Science with the space-based interferometer eLISA. II: Gravitational waves from cosmological phase transitions

TL;DR

This paper assesses eLISA's ability to detect gravitational waves from early Universe phase transitions, highlighting its potential to explore new physics beyond the Standard Model through stochastic gravitational wave signals.

Contribution

It provides a model-independent analysis of eLISA's sensitivity to gravitational waves from cosmological phase transitions, connecting detector capabilities with beyond Standard Model scenarios.

Findings

eLISA can detect gravitational waves from strong first-order phase transitions

The sensitivity analysis applies to various detector configurations

eLISA can probe many beyond Standard Model theories predicting early Universe transitions

Abstract

We investigate the potential for the eLISA space-based interferometer to detect the stochastic gravitational wave background produced by strong first-order cosmological phase transitions.
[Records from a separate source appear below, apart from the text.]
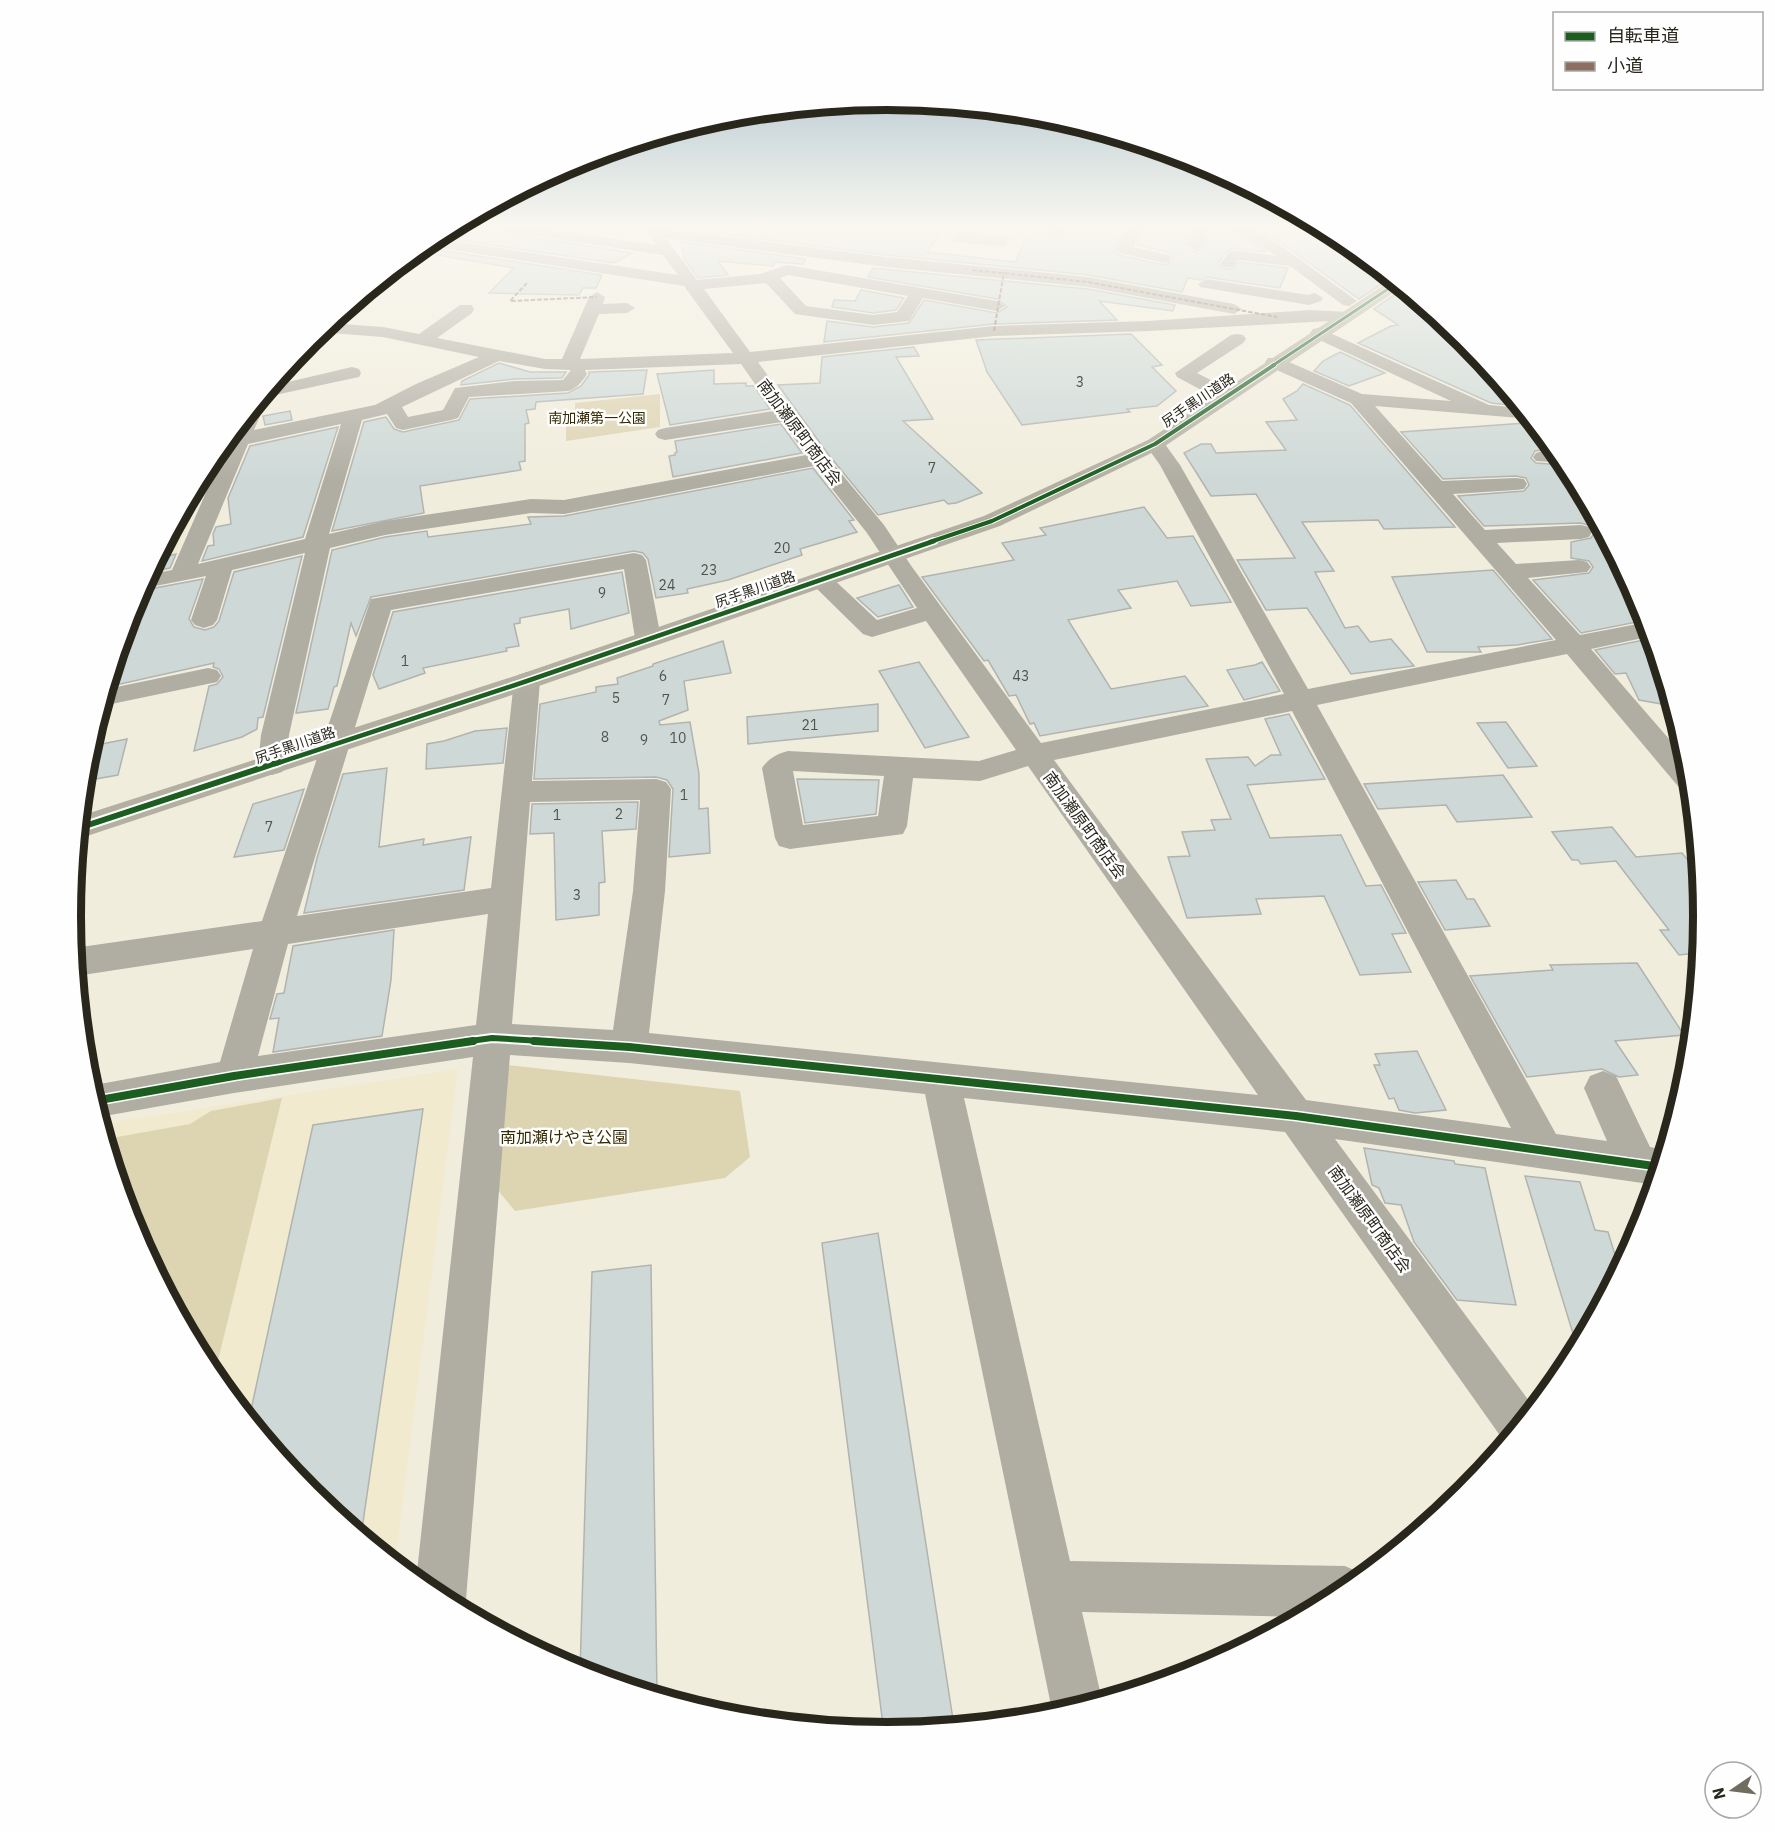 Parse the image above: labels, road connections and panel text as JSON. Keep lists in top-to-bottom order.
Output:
{
  "streets": {
    "main road": ["尻手黒川道路"],
    "street": ["南加瀬原町商店会"]
  },
  "crossings": [
    ["尻手黒川道路", "南加瀬原町商店会"]
  ],
  "parks": ["南加瀬第一公園", "南加瀬けやき公園"],
  "house_numbers": [
    "3",
    "7",
    "20",
    "23",
    "24",
    "9",
    "1",
    "6",
    "43",
    "5",
    "7",
    "21",
    "8",
    "10",
    "9",
    "1",
    "2",
    "1",
    "7",
    "3"
  ],
  "legend": ["自転車道", "小道"],
  "north": "left"
}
We discuss the resulting contributions from bubble collisions, magnetohydrodynamic turbulence, and sound waves to the stochastic background, and estimate the total corresponding signal predicted in gravitational waves. The projected sensitivity of eLISA to cosmological phase transitions is computed in a model-independent way for various detector designs and configurations. By applying these results to several specific models, we demonstrate that eLISA is able to probe many well-motivated scenarios beyond the Standard Model of particle physics predicting strong first-order cosmological phase transitions in the early Universe.